Alternative splicing of the locus AbetaH-J-J generates functionally distinct
proteins: the
enzyme aspartyl (asparaginyl) beta-hydroxylase, humbug and junctate (truncated homologs of
aspartyl (asparaginyl) beta-hydroxylase with a role in
calcium regulation), and junctin (a structural
protein of the sarcoplasmic reticulum membrane).

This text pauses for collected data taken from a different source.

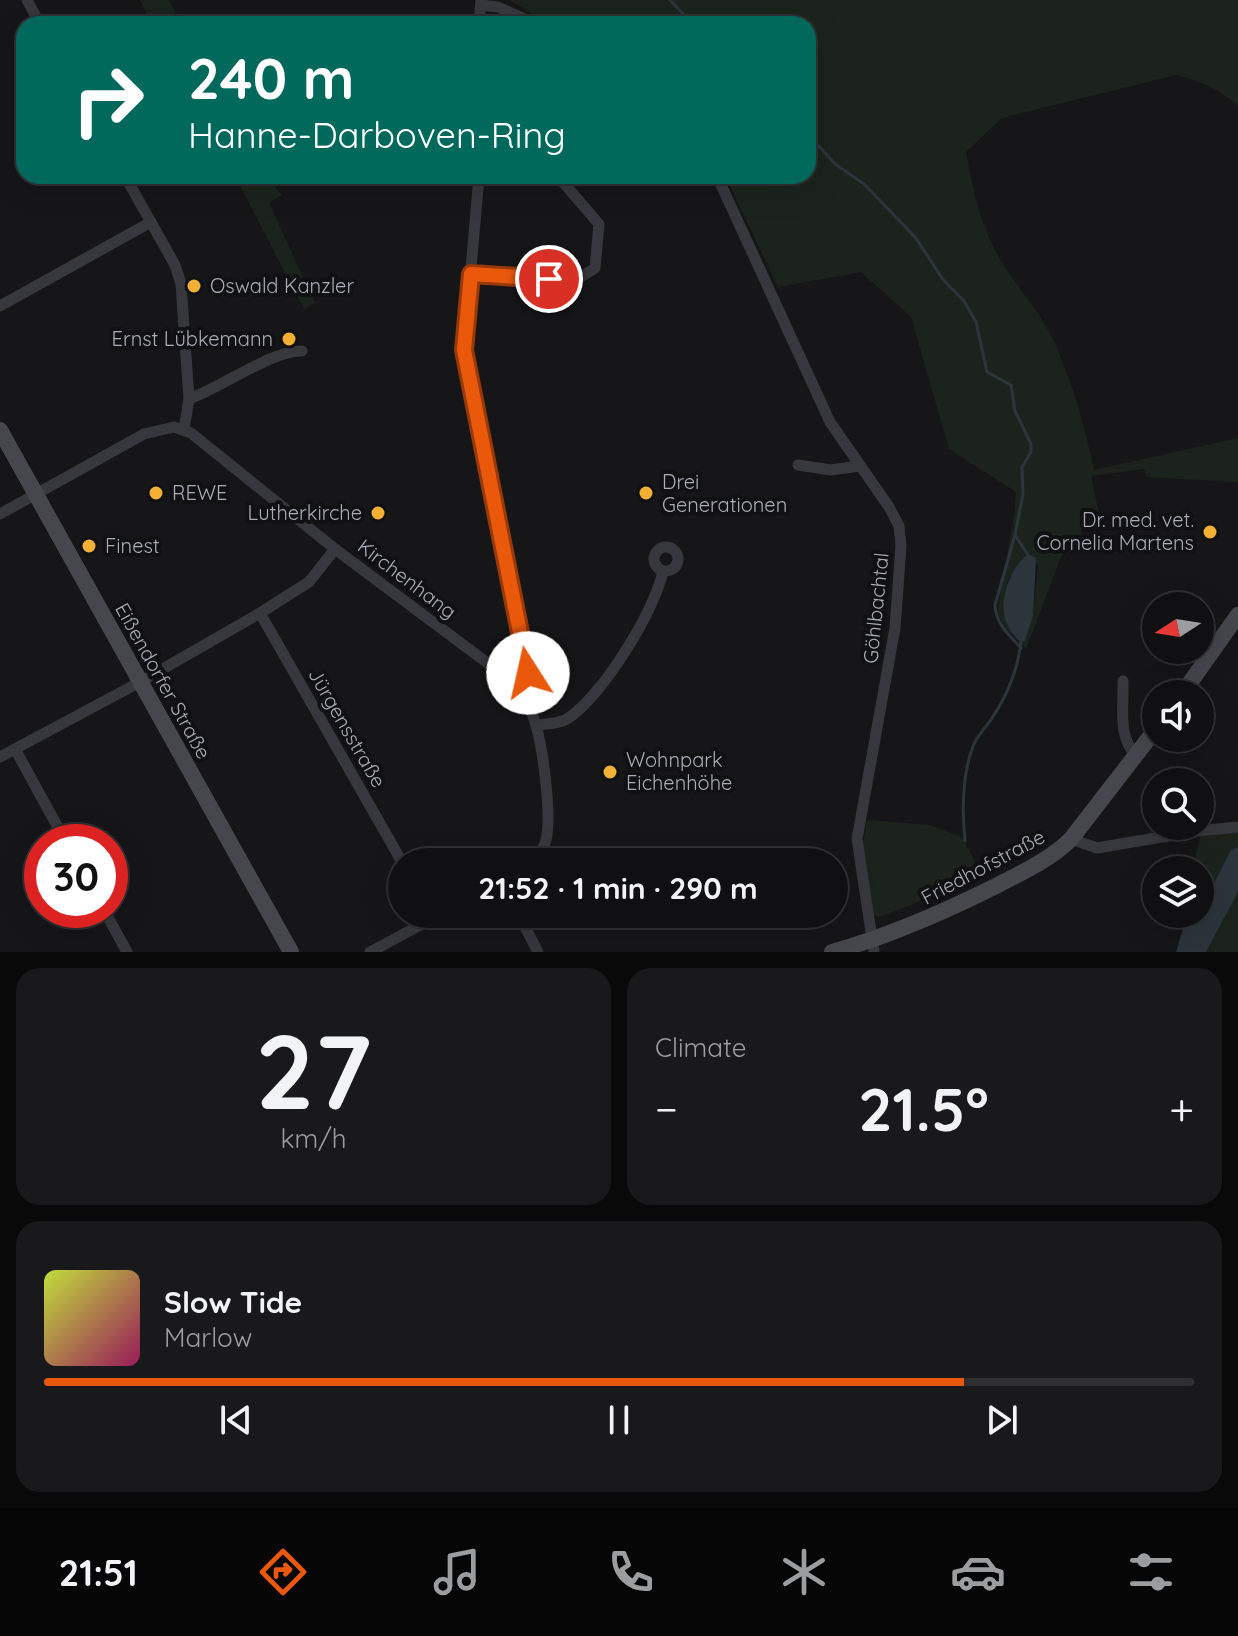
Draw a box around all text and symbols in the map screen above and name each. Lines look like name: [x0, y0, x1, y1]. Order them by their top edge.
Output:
text: 240 m: [188, 43, 355, 113]
icon: right: [56, 48, 160, 152]
text: Hanne-Darboven-Ring: [188, 112, 566, 157]
pin: [515, 245, 583, 313]
icon: arrive: [527, 257, 571, 301]
place label: Oswald Kanzler: [210, 273, 354, 298]
marker: Oswald Kanzler: [185, 277, 203, 295]
place label: Ernst Lübkemann: [112, 326, 273, 351]
marker: Ernst Lübkemann: [280, 330, 298, 348]
place label: Drei Generationen: [662, 469, 787, 517]
place label: REWE: [172, 480, 227, 505]
marker: REWE: [147, 484, 165, 502]
marker: Drei Generationen: [637, 484, 655, 502]
place label: Lutherkirche: [248, 500, 362, 525]
marker: Lutherkirche: [369, 504, 387, 522]
place label: Dr. med. vet. Cornelia Martens: [1037, 507, 1194, 555]
marker: Dr. med. vet. Cornelia Martens: [1201, 523, 1219, 541]
place label: Finest: [105, 533, 160, 558]
street label: Kirchenhang: [353, 533, 462, 624]
marker: Finest: [80, 537, 98, 555]
street label: Göhlbachtal: [857, 551, 894, 665]
north arrow: [1142, 592, 1214, 664]
map controls: [1142, 592, 1214, 928]
street label: Eißendorfer Straße: [110, 598, 217, 763]
position arrow: [486, 631, 570, 715]
street label: Jürgensstraße: [303, 664, 392, 792]
button: sound: [1142, 680, 1214, 752]
place label: Wohnpark Eichenhöhe: [626, 747, 732, 795]
marker: Wohnpark Eichenhöhe: [601, 763, 619, 781]
button: search: [1142, 768, 1214, 840]
speed limit sign: 30: [24, 824, 128, 928]
street label: Friedhofstraße: [917, 824, 1049, 910]
button: layers: [1142, 856, 1214, 928]
text: 21:52 · 1 min · 290 m: [478, 869, 758, 907]
text: 27: [255, 1005, 372, 1135]
text: Climate: [655, 1031, 746, 1064]
text: 21.5°: [858, 1071, 989, 1146]
text: −: [655, 1081, 678, 1136]
text: +: [1169, 1081, 1194, 1136]
text: km/h: [281, 1122, 346, 1155]
text: Slow Tide: [164, 1283, 302, 1321]
text: Marlow: [164, 1321, 252, 1354]
icon: previous: [214, 1398, 258, 1442]
icon: pause: [597, 1398, 641, 1442]
icon: next: [980, 1398, 1024, 1442]
icon: directions: [255, 1544, 311, 1600]
icon: music: [429, 1544, 485, 1600]
icon: phone: [603, 1544, 659, 1600]
icon: climate: [776, 1544, 832, 1600]
icon: car: [950, 1544, 1006, 1600]
icon: filters: [1123, 1544, 1179, 1600]
text: 21:51: [59, 1550, 138, 1595]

Aspartyl (asparaginyl) beta-hydroxylase and humbug are overexpressed in a broad range of
malignant neoplasms. We have previously reported the gene structure of this locus, showing the presence of two putative promoters, P1 and P2, and characterized the P2 sequences, directing tissue-specific transcription of junctin,
aspartyl (asparaginyl) beta-hydroxylase and junctate. In addition,
aspartyl (asparaginyl) beta-hydroxylase and humbug are expressed from exon 1 by the P1 promoter. The present study identifies and functionally characterizes the P1 promoter activity of the AbetaH-J-J locus. We demonstrate that mRNAs from the P1 promoter are actively transcribed in all the human tissues and cell lines analyzed, and define the transcription start point in HeLa and RD cells. To investigate the transcription mechanism we cloned 1.7 kb upstream of exon 1 from a human BAC clone, and produced progressively deleted reporter constructs. Our results showed that: (a) the 1.7 kb fragment was a powerful activator of the reporter gene in human
hepatoblastoma (HepG2) and human embryonic
rhabdomyosarcoma (RD) cell lines; (b) 512 bp upstream of the transcription start site were essential for maximal promoter activity; and (c) progressive deletions from -512 resulted in gradually decreased reporter expression. The region responsible for maximal transcription contains at least 12 GC boxes homologous to binding sequences of specific
transcription factor 1 (Sp1); by electrophoretic mobility shift assay and supershift analysis, we identified three GC-rich elements that bind Sp
transcription factor family nuclear factors with very high efficiency. A functional role of
Sp transcription factors in upregulating P1-directed transcription was demonstrated by analysis of the effects of: (a) in vitro mutagenesis of the
Sp1 transcription factor binding sites; (b) transfection with Sp
transcription factor 1/3 expression vectors; and (c) treatment with decoy
oligonucleotides targeting
Sp transcription factors. In addition, Sp1 and
Sp3 transcription factor chromatin immunoprecipitation demonstrated in vivo binding of these
proteins to P1 promoter. Our results suggest that
Sp transcription factors positively regulate the core of the P1 promoter, and the comparison of the two promoters of the AbetaH-J-J locus demonstrates that they are very different with regard to transcriptional efficiency and ability to direct tissue-specific transcription.